Work order ▸
This task calls for copying each line below that contains "symbols".

Records supplied ▸
- Opening Delimiter -
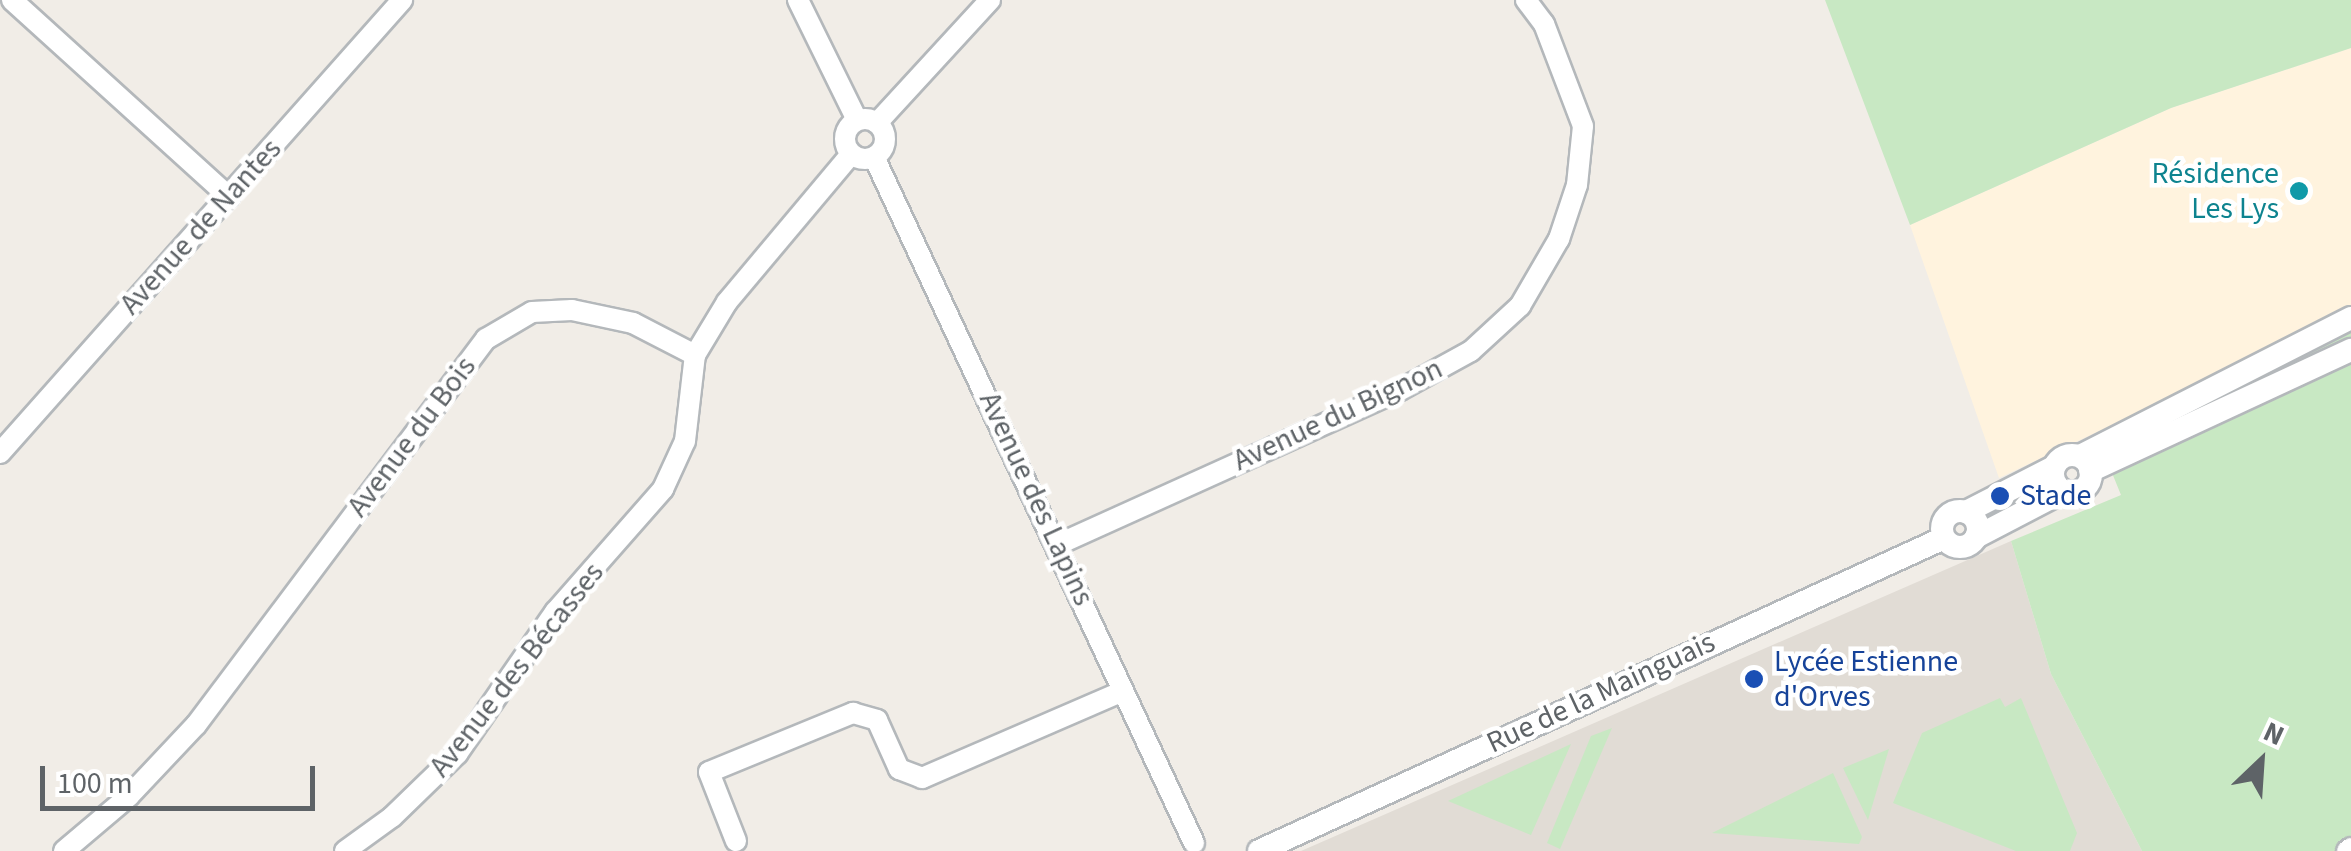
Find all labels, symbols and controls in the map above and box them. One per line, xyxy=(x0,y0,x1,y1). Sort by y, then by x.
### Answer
- Closing Delimiter -
- Opening Delimiter -
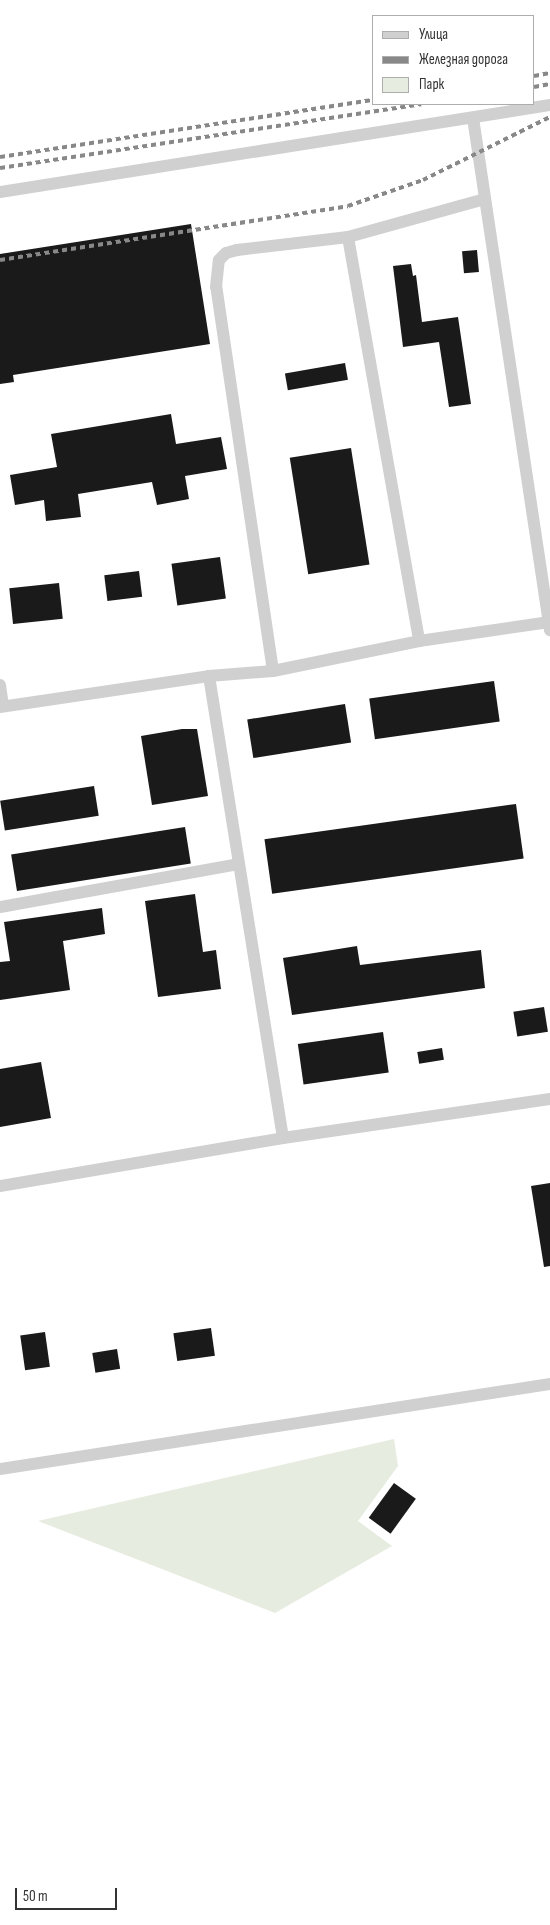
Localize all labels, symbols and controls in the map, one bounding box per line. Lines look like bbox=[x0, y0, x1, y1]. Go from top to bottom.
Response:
- Closing Delimiter -
Result for this exercise ▸
Find all labels, symbols and controls in the map above and box them. One per line, xyxy=(x0,y0,x1,y1). Sort by y, then by x.
Localize all labels, symbols and controls in the map, one bounding box per line. Lines look like bbox=[x0, y0, x1, y1]. Go from top to bottom.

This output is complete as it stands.